§ **TASK REQUIREMENTS**
Find the number of lines containing the string "they" in the data. Answer with the number by itself.

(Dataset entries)
--*--
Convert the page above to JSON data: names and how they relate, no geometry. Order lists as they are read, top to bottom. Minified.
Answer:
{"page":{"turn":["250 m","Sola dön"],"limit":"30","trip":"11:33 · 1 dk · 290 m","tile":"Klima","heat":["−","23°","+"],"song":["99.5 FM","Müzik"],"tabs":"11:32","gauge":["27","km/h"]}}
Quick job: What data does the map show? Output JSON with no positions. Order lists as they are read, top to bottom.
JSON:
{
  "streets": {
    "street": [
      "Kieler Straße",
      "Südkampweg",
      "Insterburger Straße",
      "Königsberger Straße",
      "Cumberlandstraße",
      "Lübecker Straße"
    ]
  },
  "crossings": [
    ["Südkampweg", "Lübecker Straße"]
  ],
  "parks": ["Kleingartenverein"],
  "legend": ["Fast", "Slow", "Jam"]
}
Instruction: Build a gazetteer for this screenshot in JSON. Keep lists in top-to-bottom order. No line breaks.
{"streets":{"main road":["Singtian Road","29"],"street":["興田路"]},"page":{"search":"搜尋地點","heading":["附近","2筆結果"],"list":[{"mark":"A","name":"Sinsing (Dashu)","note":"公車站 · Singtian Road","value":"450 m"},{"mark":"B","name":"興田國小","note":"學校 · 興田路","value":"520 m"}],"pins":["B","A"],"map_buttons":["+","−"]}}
--*--
§ **TASK RESULT**
2